This example shows how to select four random sets of twenty nouns and verbs of low and high frequencies from Lexique382, using Python. (If you have not already, install Python: Go to https://www.anaconda.com/distribution/; select your OS (Windows, MacOS or Linux) and download the Python 3.7 installer.)
""" Example of selecting items from the Lexique382 database """
import pandas as pd
lex = pandas.read_csv('http://www.lexique.org/databases/Lexique382/Lexique382.tsv', sep='\t')

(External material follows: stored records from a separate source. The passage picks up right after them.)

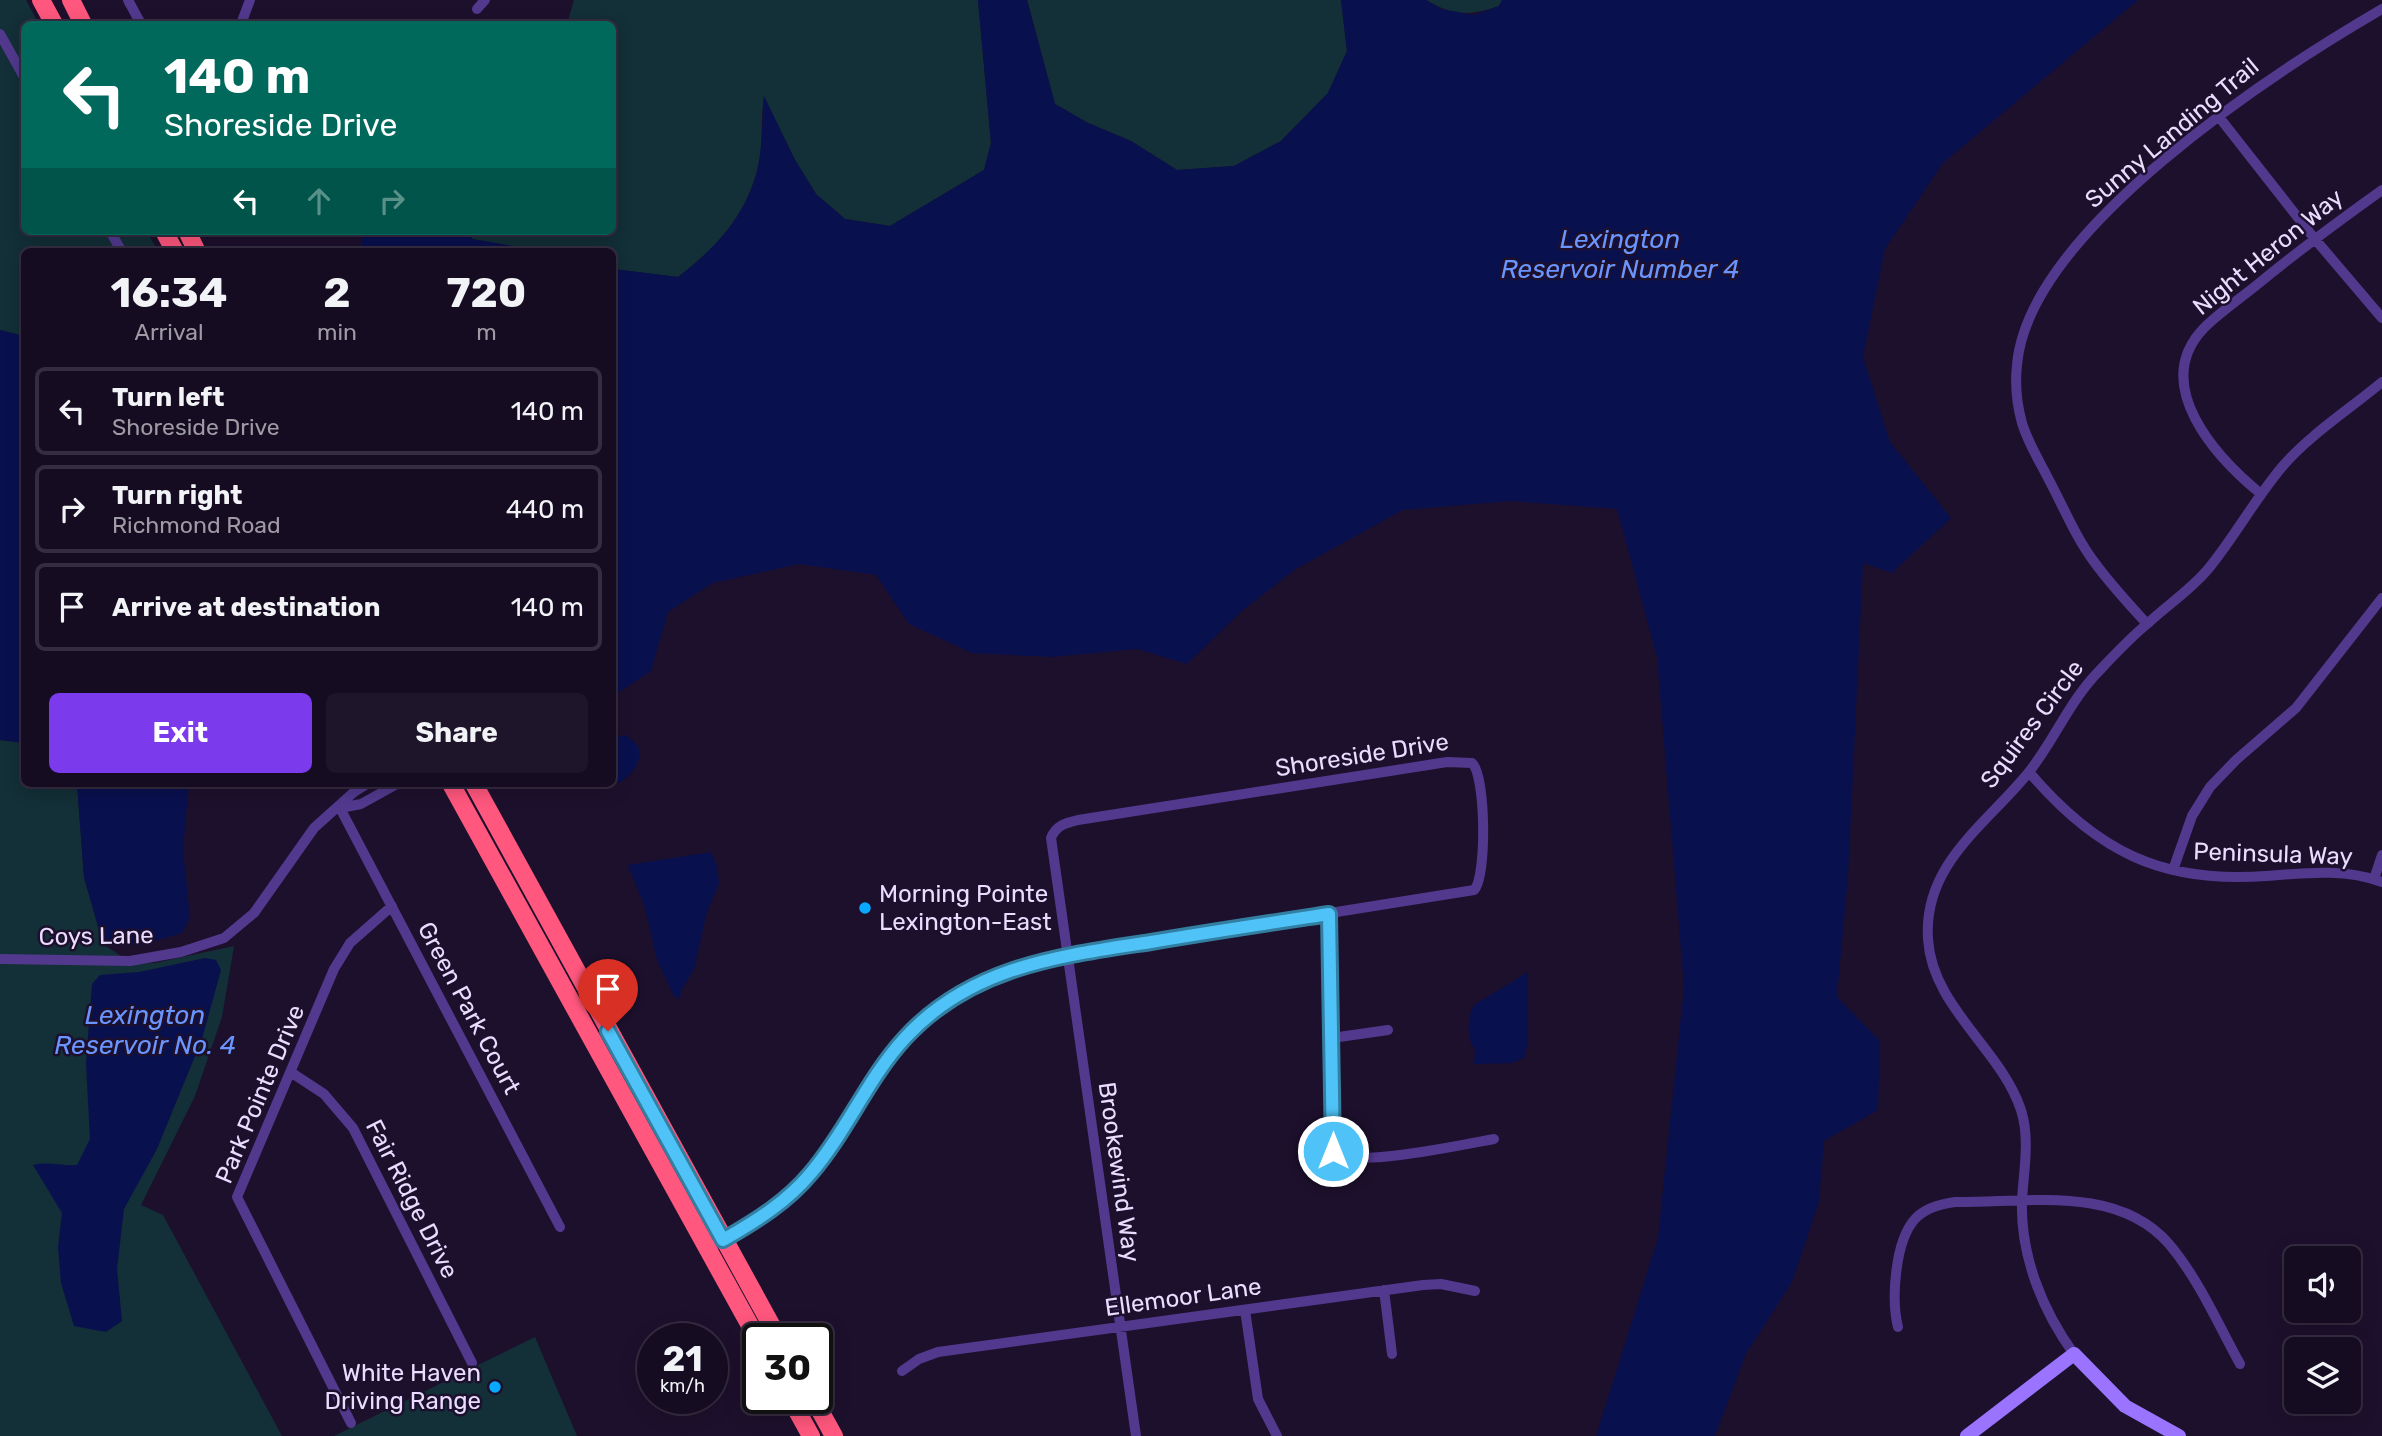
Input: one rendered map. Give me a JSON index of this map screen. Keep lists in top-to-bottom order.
{
  "streets": {
    "street": [
      "Sunny Landing Trail",
      "Night Heron Way",
      "Squires Circle",
      "Shoreside Drive",
      "Peninsula Way",
      "Coys Lane",
      "Green Park Court",
      "Park Pointe Drive",
      "Brookewind Way",
      "Fair Ridge Drive",
      "Ellemoor Lane"
    ]
  },
  "crossings": [
    ["Sunny Landing Trail", "Squires Circle"],
    ["Night Heron Way", "Squires Circle"],
    ["Squires Circle", "Peninsula Way"],
    ["Shoreside Drive", "Brookewind Way"],
    ["Coys Lane", "Green Park Court"],
    ["Green Park Court", "Park Pointe Drive"],
    ["Park Pointe Drive", "Fair Ridge Drive"],
    ["Brookewind Way", "Ellemoor Lane"]
  ],
  "water": ["Lexington Reservoir Number 4", "Lexington Reservoir No. 4"],
  "places": ["Morning Pointe Lexington-East", "White Haven Driving Range"],
  "page": {
    "turn": ["140 m", "Shoreside Drive"],
    "eta": [
      "16:34",
      "Arrival",
      "2",
      "min",
      "720",
      "m"
    ],
    "list": [
      {
        "name": "Turn left",
        "note": "Shoreside Drive",
        "value": "140 m"
      },
      {
        "name": "Turn right",
        "note": "Richmond Road",
        "value": "440 m"
      },
      {
        "name": "Arrive at destination",
        "value": "140 m"
      }
    ],
    "buttons": ["Exit", "Share"],
    "speed": "21 km/h",
    "limit": "30"
  }
}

# alternatively, you can download the table locally:
# lex = pd.read_csv("Lexique382.tsv", sep='\t')
lex.head()
# restricts the search to words with a length between 5 and 8 letters
subset = lex.loc[(lex.nblettres >= 5) & (lex.nblettres <= 8)]
# separates nouns and verbs into two dataframes:
noms = subset.loc[subset.cgram == 'NOM']
verbs = subset.loc[subset.cgram == 'VER']

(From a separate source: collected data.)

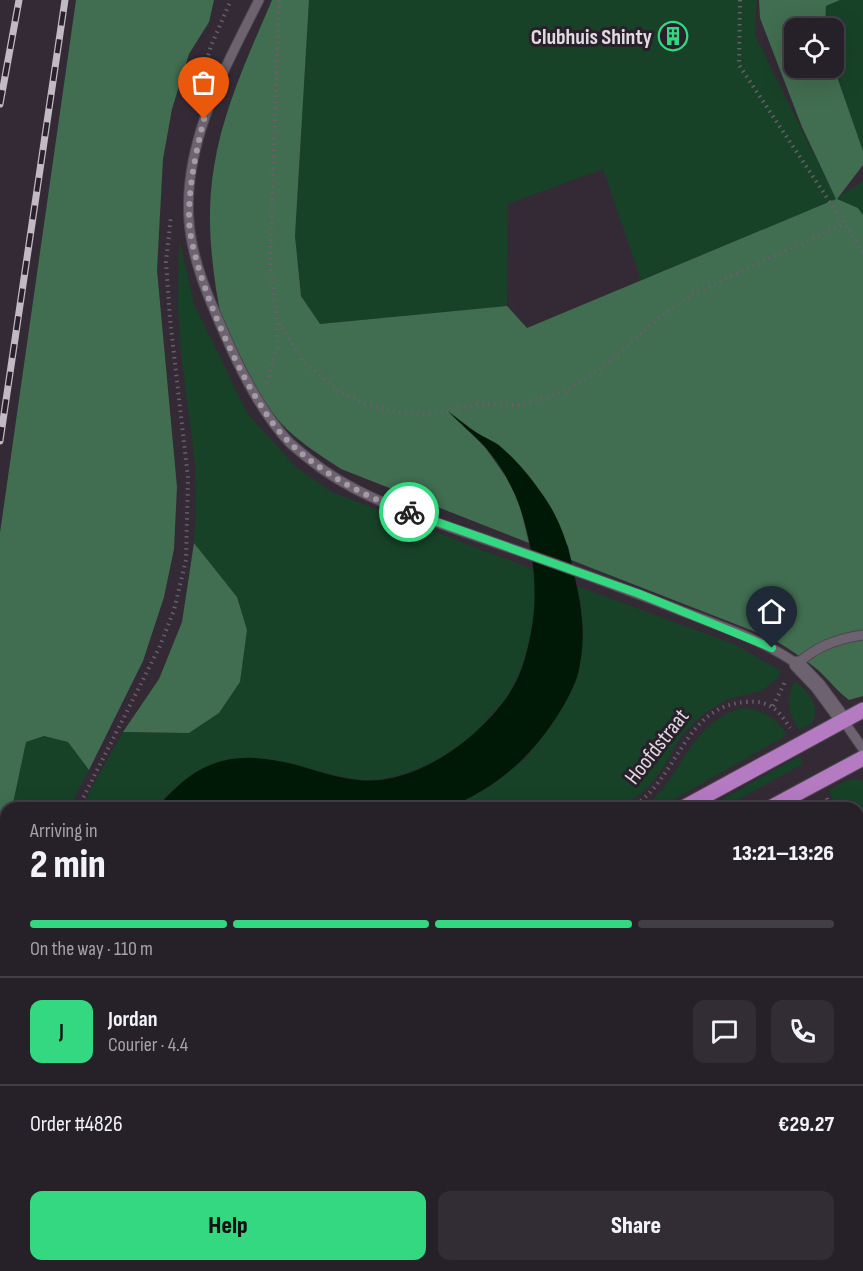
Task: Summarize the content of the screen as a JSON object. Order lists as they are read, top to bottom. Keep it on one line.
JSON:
{"streets":{"path":["Hoofdstraat"]},"places":{"building":["Clubhuis Shinty"]},"page":{"heading":["2 min","Arriving in","13:21–13:26"],"panel":["Jordan","Courier · 4.4","Order #4826","€29.27"],"bar":"On the way · 110 m","round":"J","buttons":["Help","Share"]}}
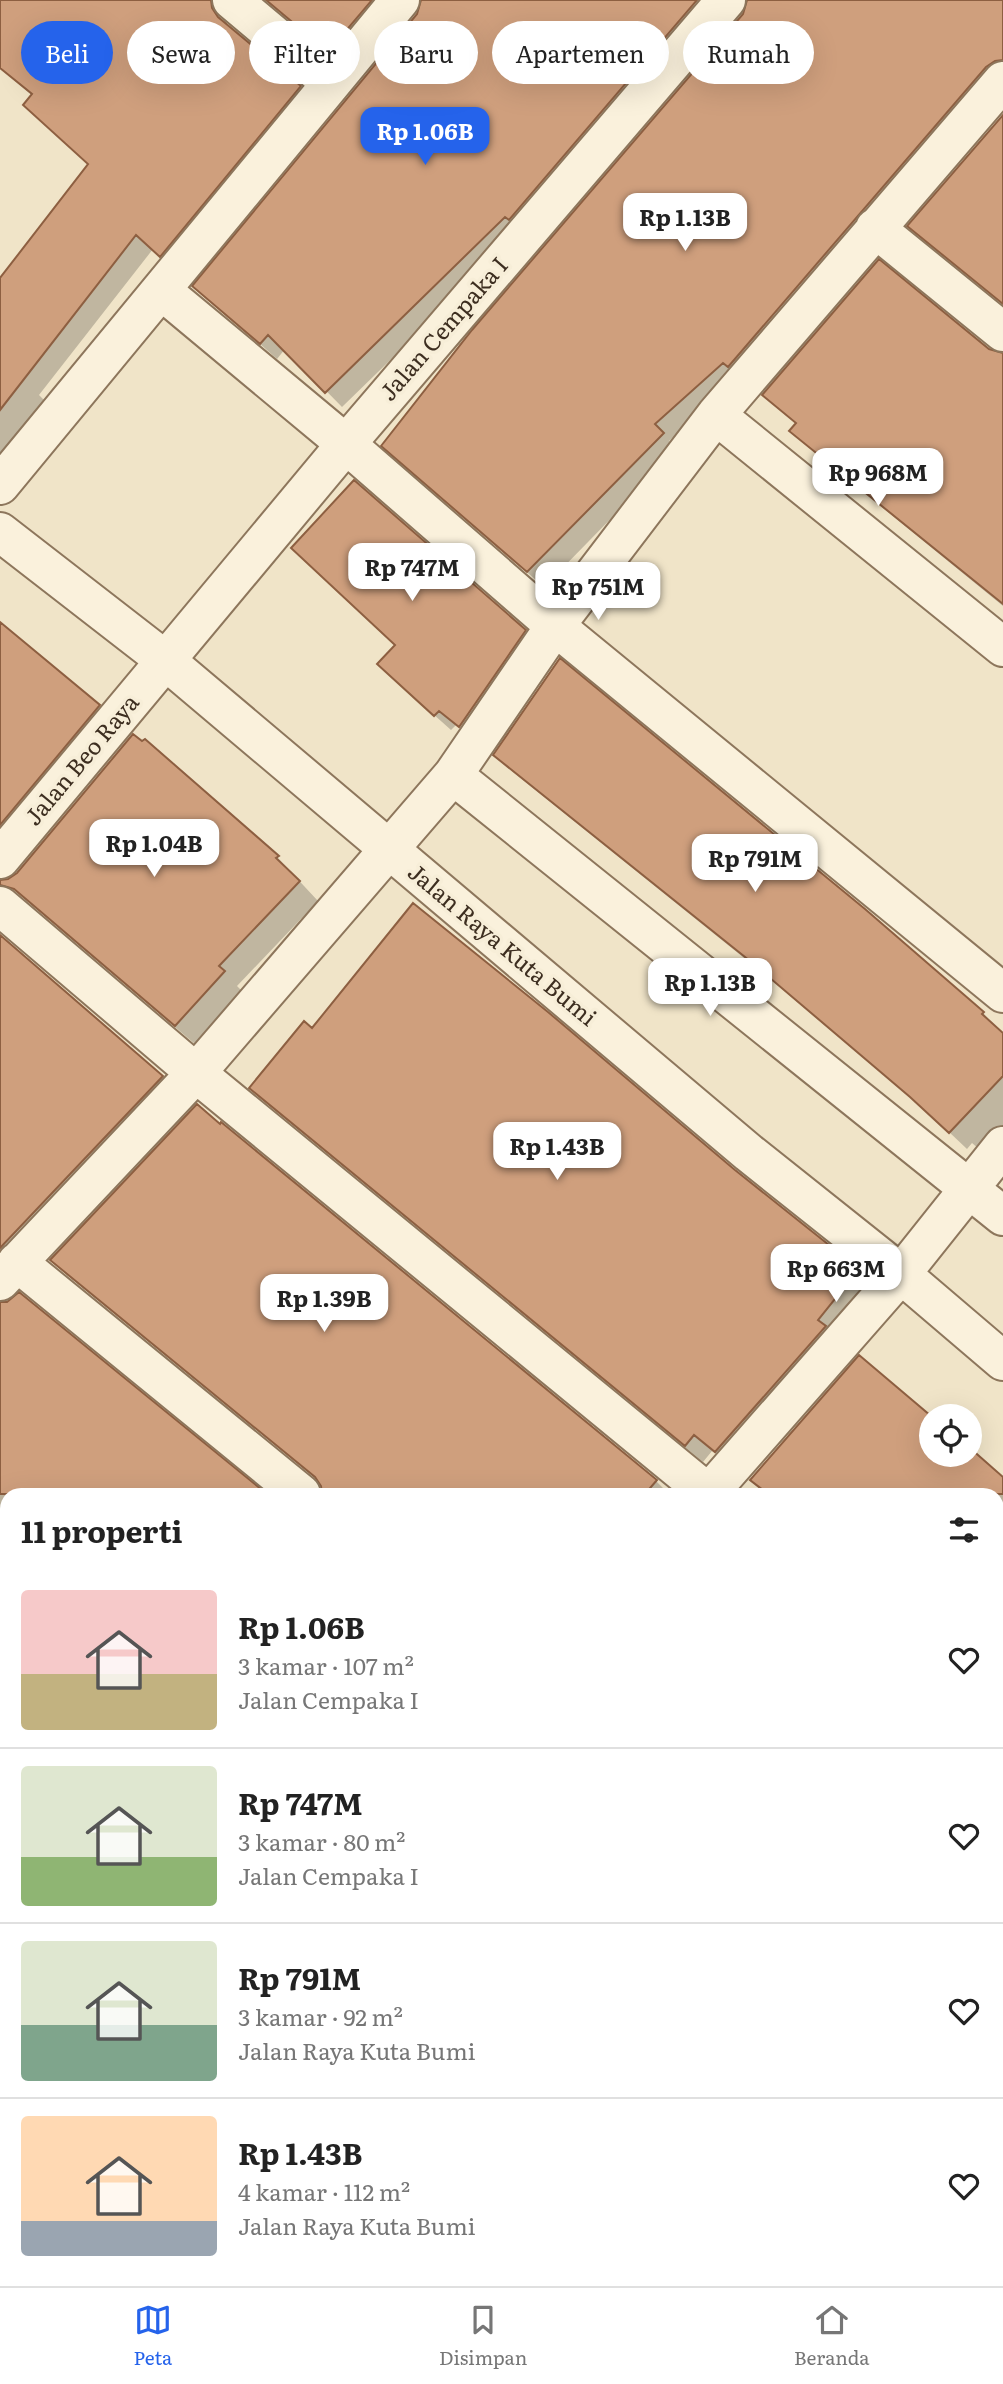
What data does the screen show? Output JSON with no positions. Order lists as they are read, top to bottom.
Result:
{
  "streets": {
    "street": ["Jalan Cempaka I", "Jalan Beo Raya", "Jalan Raya Kuta Bumi"]
  },
  "crossings": [
    ["Jalan Cempaka I", "Jalan Beo Raya"],
    ["Jalan Cempaka I", "Jalan Raya Kuta Bumi"],
    ["Jalan Beo Raya", "Jalan Raya Kuta Bumi"]
  ],
  "page": {
    "chip": [
      "Beli",
      "Sewa",
      "Filter",
      "Baru",
      "Apartemen",
      "Rumah"
    ],
    "price": [
      "Rp 1.06B",
      "Rp 1.13B",
      "Rp 968M",
      "Rp 747M",
      "Rp 751M",
      "Rp 1.04B",
      "Rp 791M",
      "Rp 1.13B",
      "Rp 1.43B",
      "Rp 663M",
      "Rp 1.39B"
    ],
    "heading": "11 properti",
    "list": [
      {
        "name": "Rp 1.06B",
        "note": "3 kamar · 107 m² · Jalan Cempaka I"
      },
      {
        "name": "Rp 747M",
        "note": "3 kamar · 80 m² · Jalan Cempaka I"
      },
      {
        "name": "Rp 791M",
        "note": "3 kamar · 92 m² · Jalan Raya Kuta Bumi"
      },
      {
        "name": "Rp 1.43B",
        "note": "4 kamar · 112 m² · Jalan Raya Kuta Bumi"
      }
    ],
    "tabs": ["Peta", "Disimpan", "Beranda"]
  }
}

# splits based on lexical frequency
noms_hi = noms.loc[noms.freqlivres > 50.0]
noms_low = noms.loc[(noms.freqlivres < 10.0) & (noms.freqlivres > 1.0)]
verbs_hi = verbs.loc[verbs.freqlivres > 50.0]
verbs_low = verbs.loc[(verbs.freqlivres < 10.0) & (verbs.freqlivres > 1.0)]
# chooses random items from each of the 4 subsets:
N = 20
noms_hi.sample(N).ortho.to_csv('nomhi.txt', index=False)
noms_low.sample(N).ortho.to_csv('nomlo.txt', index=False)
verbs_hi.sample(N).ortho.to_csv('verhi.txt', index=False)
verbs_hi.sample(N).ortho.to_csv('verlo.txt', index=False)